Whilst we are specialists in all aspects of divorce and resolving the issues that stem from relationship breakdown, we also see the emotional impact of the divorce process. It can be helpful to look at the process, not simply through the eyes of a lawyer but in the wider context. We aim to promote a non-confrontational legal approach to relationship breakdown which can hopefully assist you on the road to acceptance and recovery.

The impact of divorce can be an emotionally disruptive life event which brings on a range of emotions and has been compared to the Kubler-Ross five stages of grief model.

First Stage: Denial

It may be difficult to accept that your marriage has come to an end. Even in circumstances where the experience has been traumatic or extremely difficult, the idea of moving on and the concept of change can all become overwhelming. Denial can be associated with a perception of failure and accepting this can be difficult to move on from.

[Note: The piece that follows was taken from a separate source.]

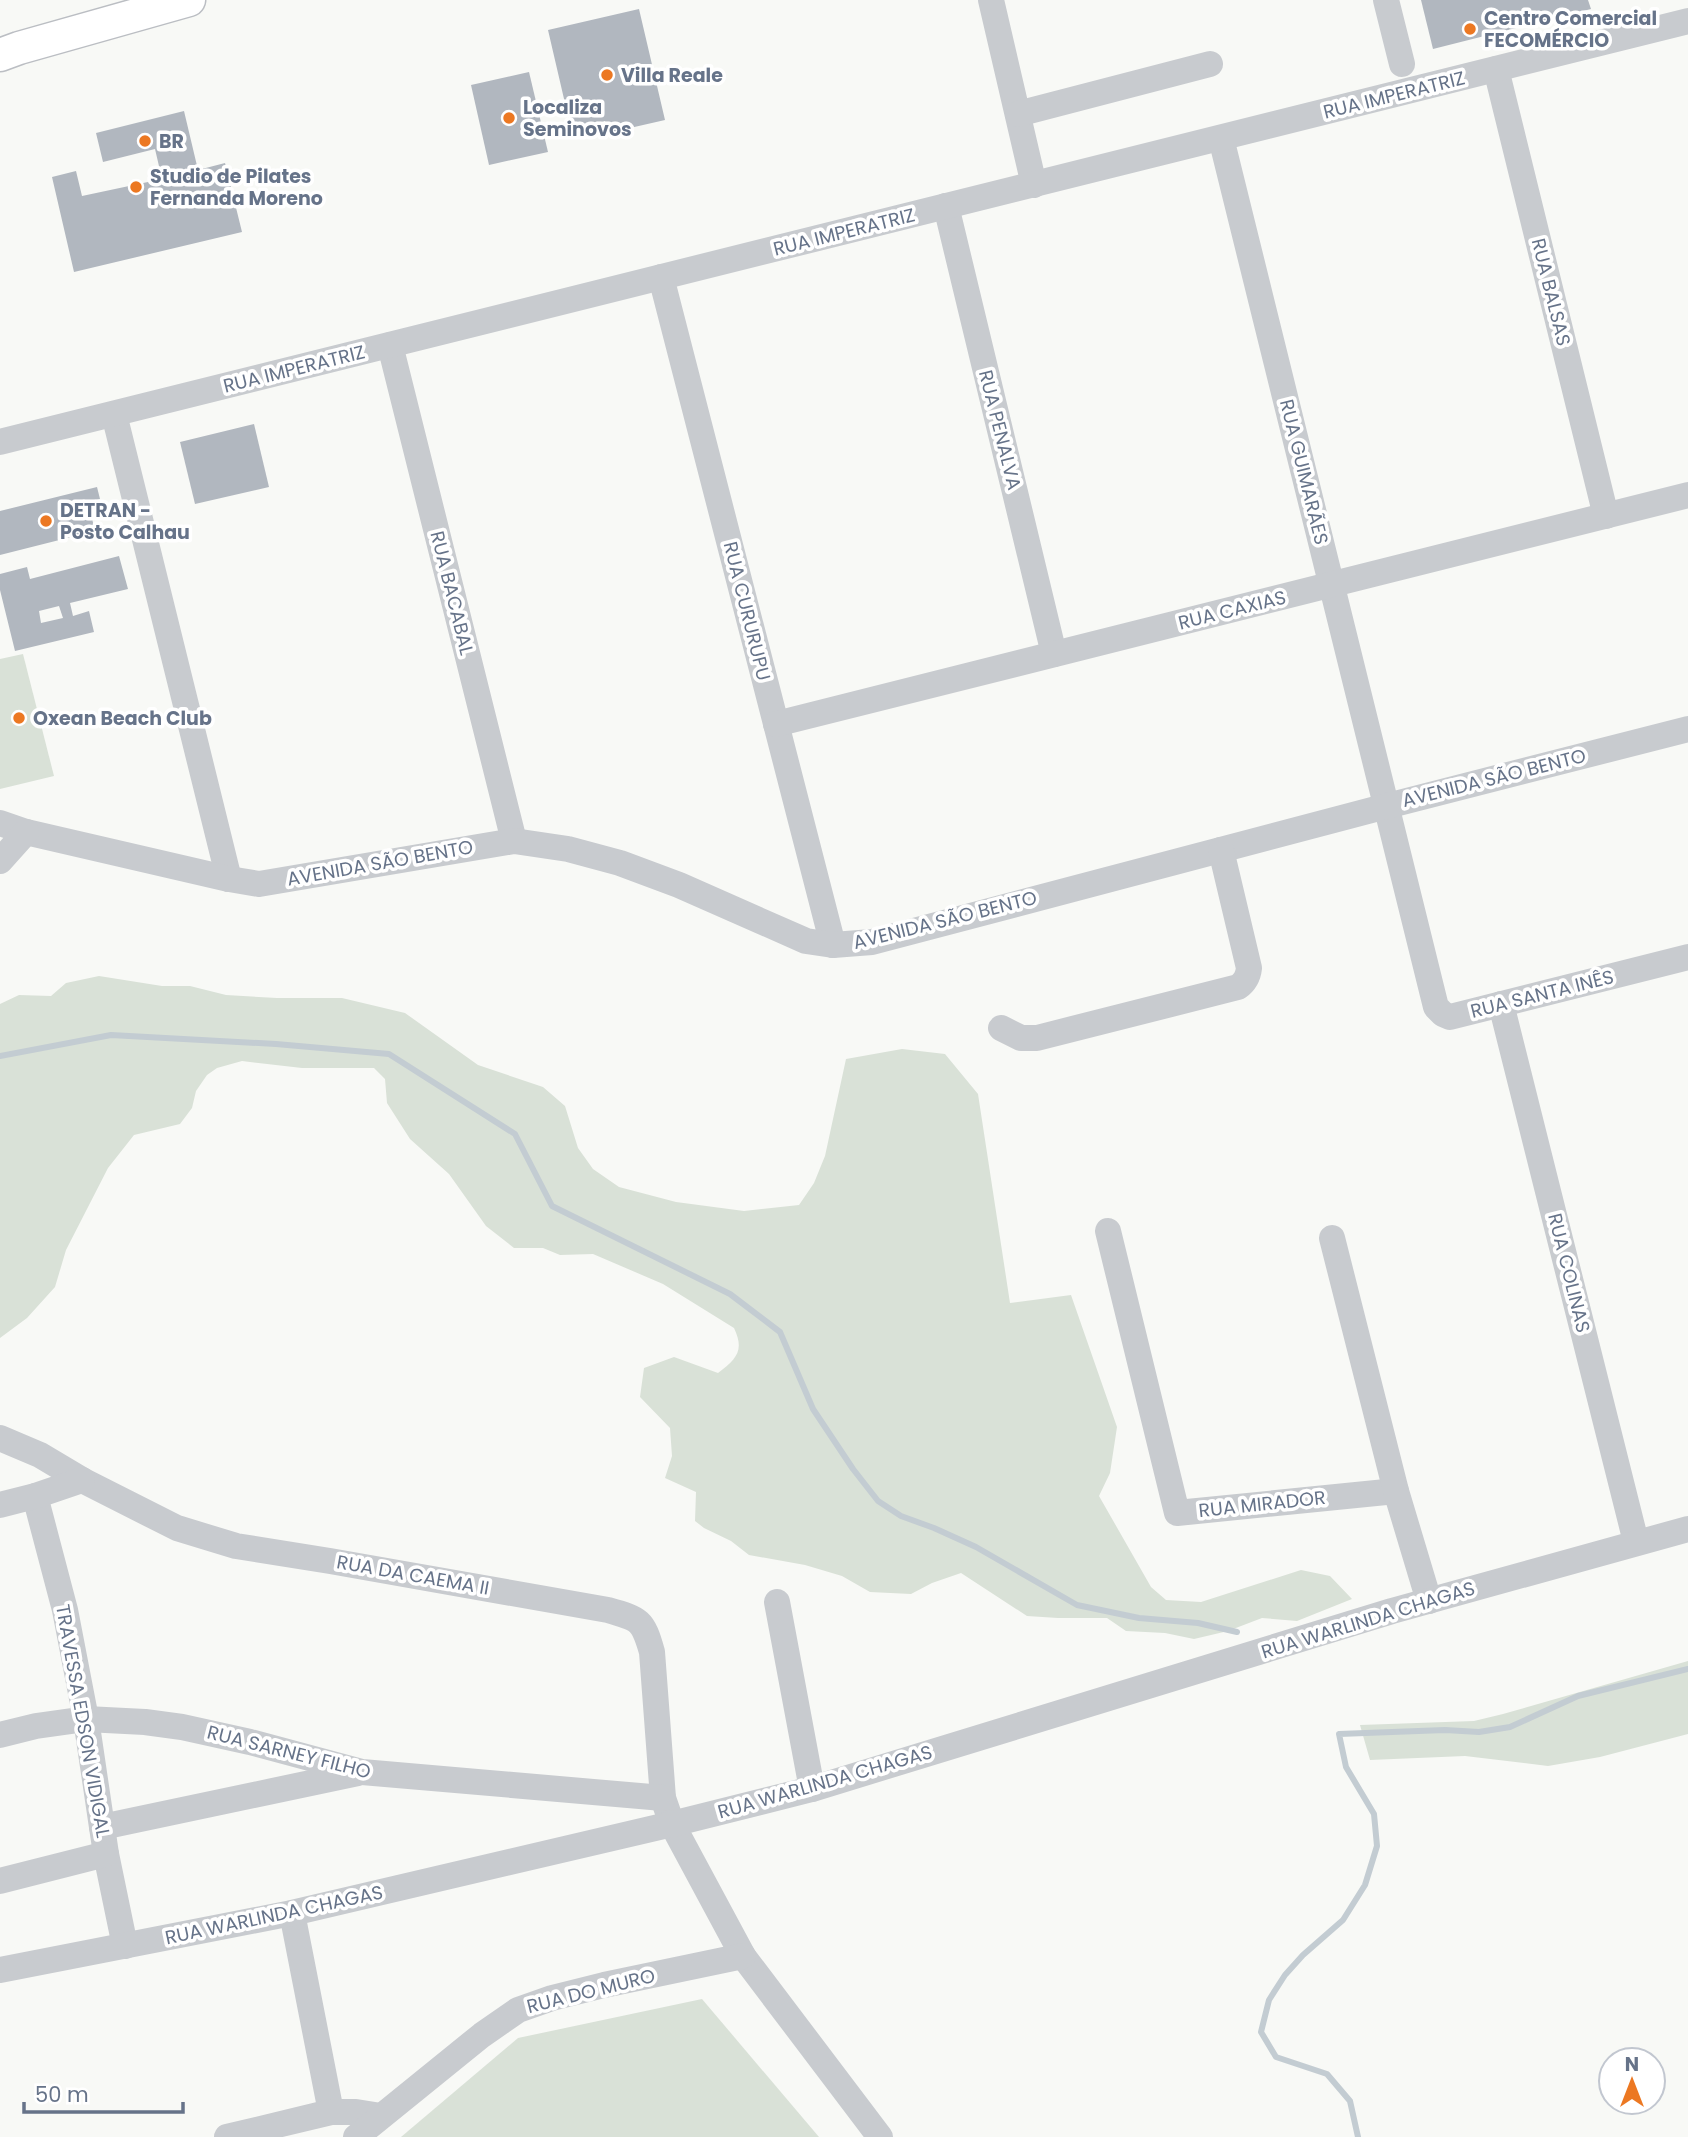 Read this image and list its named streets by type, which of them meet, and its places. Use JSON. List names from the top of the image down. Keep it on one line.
{"streets":{"street":["RUA IMPERATRIZ","RUA BALSAS","RUA PENALVA","RUA GUIMARÃES","RUA BACABAL","RUA CAXIAS","RUA CURURUPU","AVENIDA SÃO BENTO","RUA SANTA INÊS","RUA COLINAS","RUA MIRADOR","RUA DA CAEMA II","RUA WARLINDA CHAGAS","TRAVESSA EDSON VIDIGAL","RUA SARNEY FILHO","RUA DO MURO"]},"crossings":[["RUA IMPERATRIZ","RUA BALSAS"],["RUA IMPERATRIZ","RUA PENALVA"],["RUA IMPERATRIZ","RUA GUIMARÃES"],["RUA IMPERATRIZ","RUA BACABAL"],["RUA IMPERATRIZ","RUA CURURUPU"],["RUA BALSAS","RUA CAXIAS"],["RUA PENALVA","RUA CAXIAS"],["RUA GUIMARÃES","RUA CAXIAS"],["RUA GUIMARÃES","AVENIDA SÃO BENTO"],["RUA GUIMARÃES","RUA SANTA INÊS"],["RUA BACABAL","AVENIDA SÃO BENTO"],["RUA CAXIAS","RUA CURURUPU"],["RUA CURURUPU","AVENIDA SÃO BENTO"],["AVENIDA SÃO BENTO","RUA SANTA INÊS"],["RUA SANTA INÊS","RUA COLINAS"],["RUA COLINAS","RUA WARLINDA CHAGAS"],["RUA DA CAEMA II","RUA WARLINDA CHAGAS"],["RUA DA CAEMA II","RUA SARNEY FILHO"],["RUA DA CAEMA II","RUA DO MURO"],["RUA WARLINDA CHAGAS","TRAVESSA EDSON VIDIGAL"],["TRAVESSA EDSON VIDIGAL","RUA SARNEY FILHO"]],"places":["Centro Comercial FECOMÉRCIO","Villa Reale","Localiza Seminovos","BR","Studio de Pilates Fernanda Moreno","DETRAN - Posto Calhau","Oxean Beach Club"],"scale_bar":"50 m","north":"top"}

Those who do not start a divorce straight away may spend a longer time in this stage, especially if they have not accepted that the marriage has come to an end. Denial can be a useful coping mechanism, however accepting the reality of the situation will often lead on to the next stage.

Second Stage: Anger

During the denial stage, emotions will have built up and may then reach a stage where it will all need to be released and brings on a state of anger. At this stage, it is possible that your ex-spouse will become the most hated person in your directory. You will forget the days spent loved up and only remember everything they didn’t do.

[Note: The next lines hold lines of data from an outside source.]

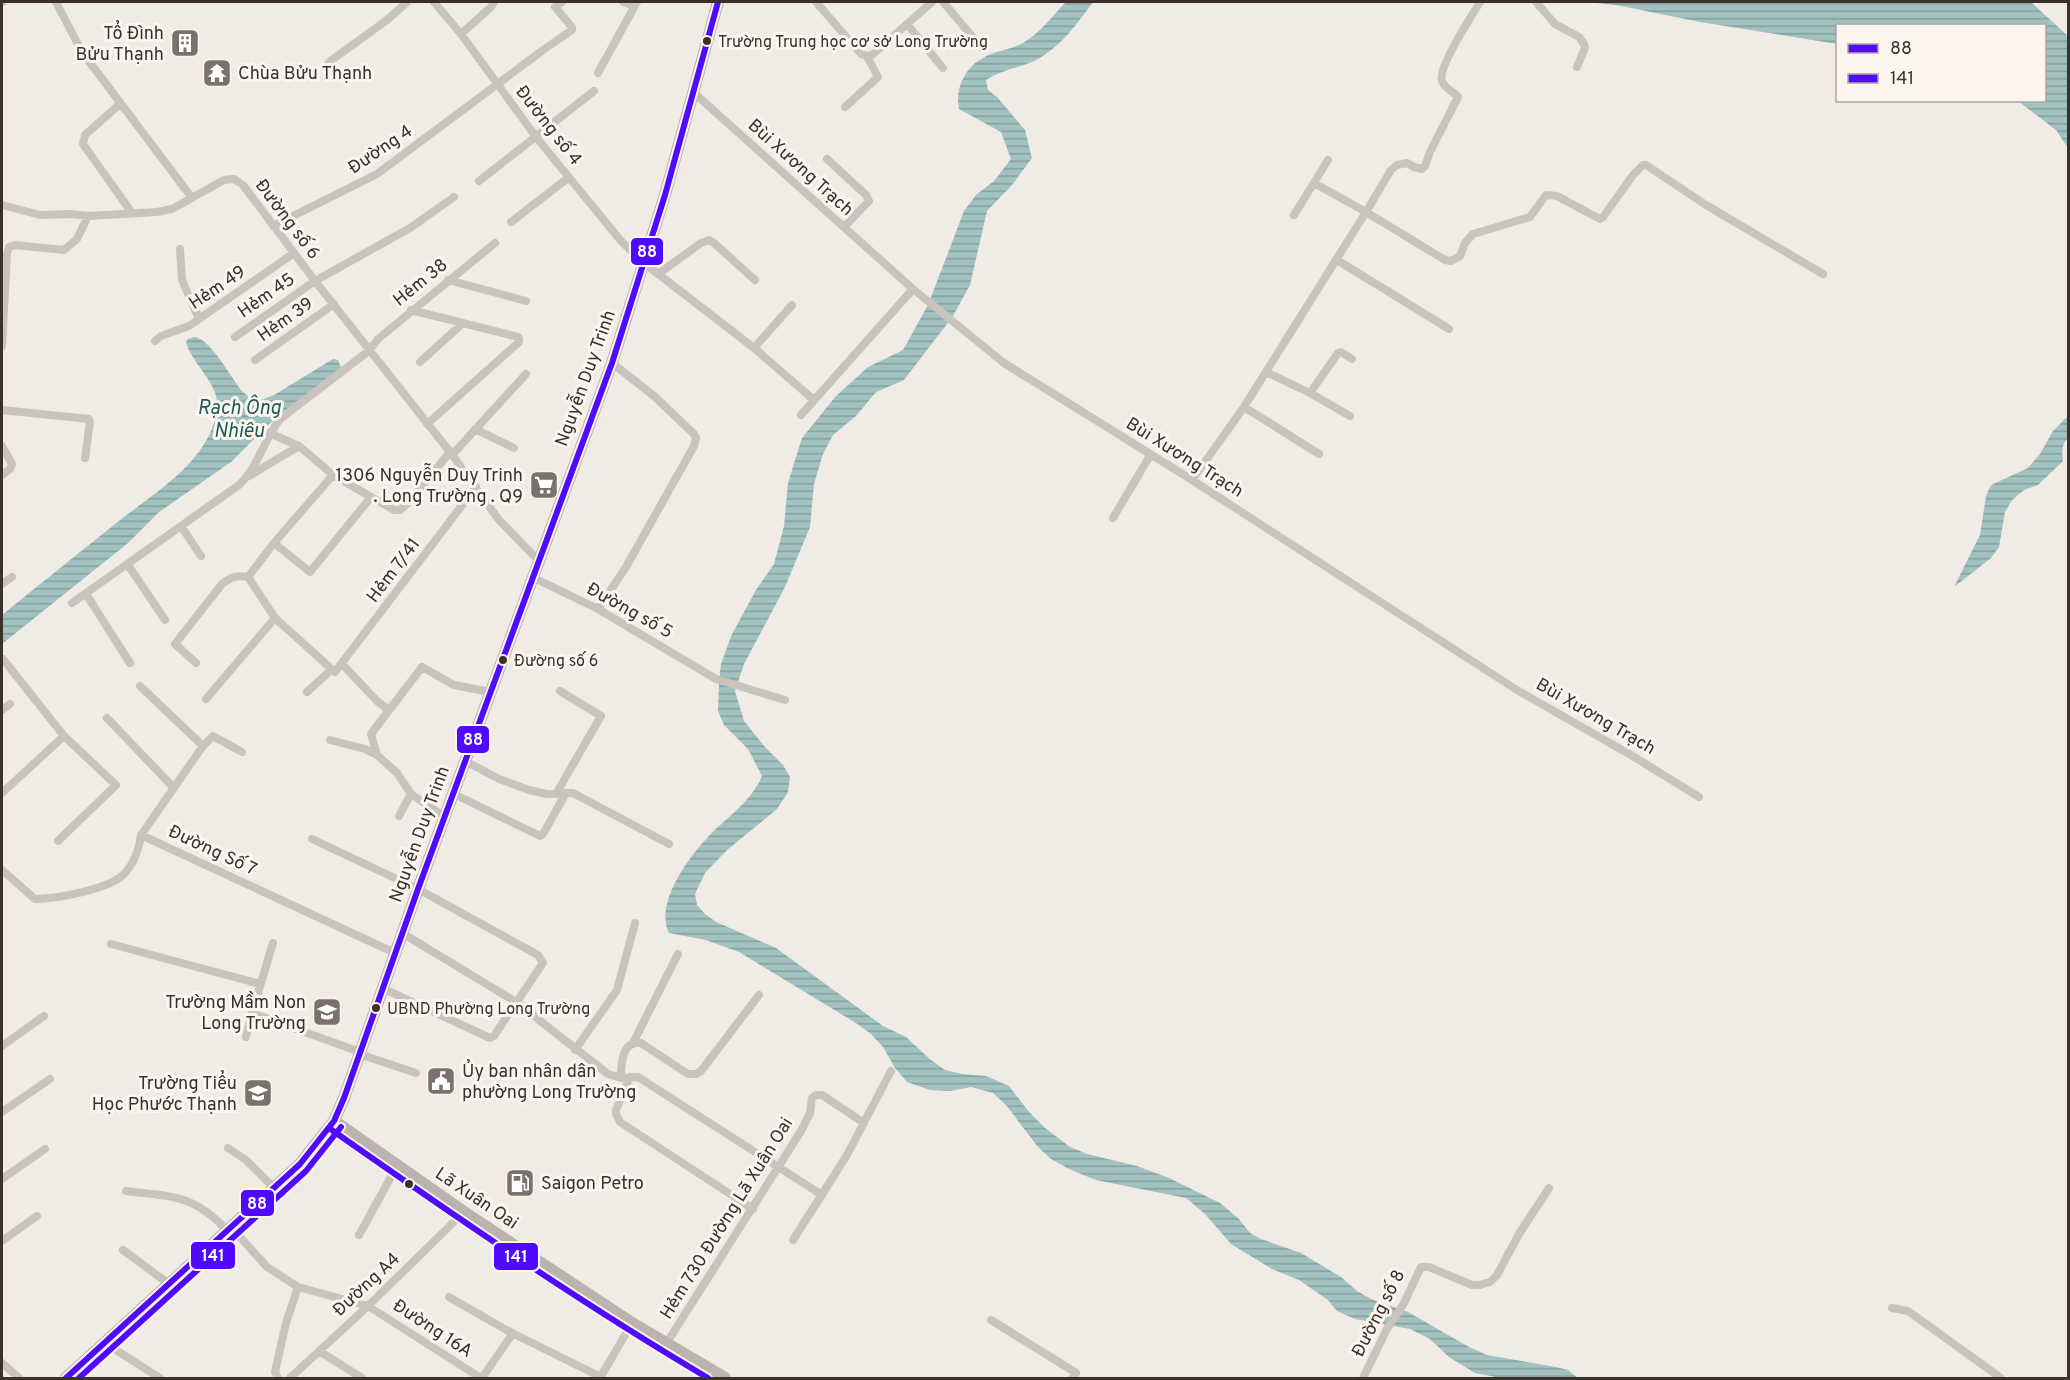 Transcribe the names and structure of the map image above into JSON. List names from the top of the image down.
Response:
{
  "streets": {
    "main road": ["Nguyễn Duy Trinh", "Lã Xuân Oai"],
    "street": [
      "Đường số 4",
      "Đường 4",
      "Bùi Xương Trạch",
      "Đường số 6",
      "Hẻm 38",
      "Hẻm 49",
      "Hẻm 45",
      "Hẻm 39",
      "Hẻm 7/41",
      "Đường số 5",
      "Đường Số 7",
      "Hẻm 730 Đường Lã Xuân Oai",
      "Đường A4",
      "Đường số 8",
      "Đường 16A"
    ]
  },
  "crossings": [
    ["Đường số 4", "Đường 4"],
    ["Đường số 4", "Nguyễn Duy Trinh"],
    ["Đường 4", "Đường số 6"],
    ["Bùi Xương Trạch", "Nguyễn Duy Trinh"],
    ["Đường số 6", "Hẻm 38"],
    ["Đường số 6", "Hẻm 49"],
    ["Đường số 6", "Hẻm 45"],
    ["Đường số 6", "Hẻm 39"],
    ["Đường số 6", "Nguyễn Duy Trinh"],
    ["Đường số 6", "Hẻm 7/41"],
    ["Nguyễn Duy Trinh", "Đường số 5"],
    ["Nguyễn Duy Trinh", "Đường Số 7"],
    ["Nguyễn Duy Trinh", "Lã Xuân Oai"],
    ["Nguyễn Duy Trinh", "Đường 16A"],
    ["Lã Xuân Oai", "Hẻm 730 Đường Lã Xuân Oai"],
    ["Lã Xuân Oai", "Đường A4"],
    ["Đường A4", "Đường 16A"]
  ],
  "water": ["Rạch Ông Nhiêu"],
  "places": {
    "other": ["Trường Trung học cơ sở Long Trường", "Đường số 6", "UBND Phường Long Trường"],
    "building": ["Tổ Đình Bửu Thạnh"],
    "temple": ["Chùa Bửu Thạnh"],
    "supermarket": ["1306 Nguyễn Duy Trinh . Long Trường . Q9"],
    "school or university": ["Trường Mầm Non Long Trường", "Trường Tiểu Học Phước Thạnh"],
    "public building": ["Ủy ban nhân dân phường Long Trường"],
    "fuel station": ["Saigon Petro"]
  },
  "lines": ["transit line 88", "transit line 141"],
  "legend": ["88", "141"]
}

At this stage, emotional or rational decisions may be made. The blame game begins, and parties may no longer be amicable. This can be a very difficult and emotional time, with peaks of intense anger, frustration and hostility. Allowing yourself time to consider an appropriate course of action; taking into consideration any family that could be affected and talking to someone, may assist in getting through this stage.

Third Stage: Bargaining

At this stage, there is less anger and more consideration towards moving matters along. However, this could also be a stage where parties consider if they are taking the right course of action. This is the stage at where reconciliation is a possibility. If not, parties appear to be in a much better stage of the divorce process. However, it also brings with it the reality of the situation which can lead to the fourth stage.

Fourth Stage: Depression

This can affect the parties as well as any children involved. Whilst you may have made a decision to progress matters, learning how to live with that decision can often bring about a period of depression. You may even experience some of the previous stages again. It is important to talk about how you are feeling during this time, speak to friends, family. However, if you feel that you are struggling emotionally speaking with a therapist or counsellor may assist you through this process and ease you through to the final stage.

 Fifth Stage: Acceptance and Recovery

Acceptance will not necessarily be an immediate response, you can still experience a roller coaster of emotions. This stage is more about accepting the reality of your new situation and being in a better position to move forwards. The process of acceptance and recovery may take place over several months or even years. However, once you have arrived it will be the most enjoyable part of the process.

It is important to note that during the process of divorce, you and your spouse may be experiencing different stages at different times, which may cause different reactions to certain events. Considering the different stages of divorce, may help you to understand how your spouse may be feeling during a particular stage of the divorce, and potentially cause less conflict and hostility.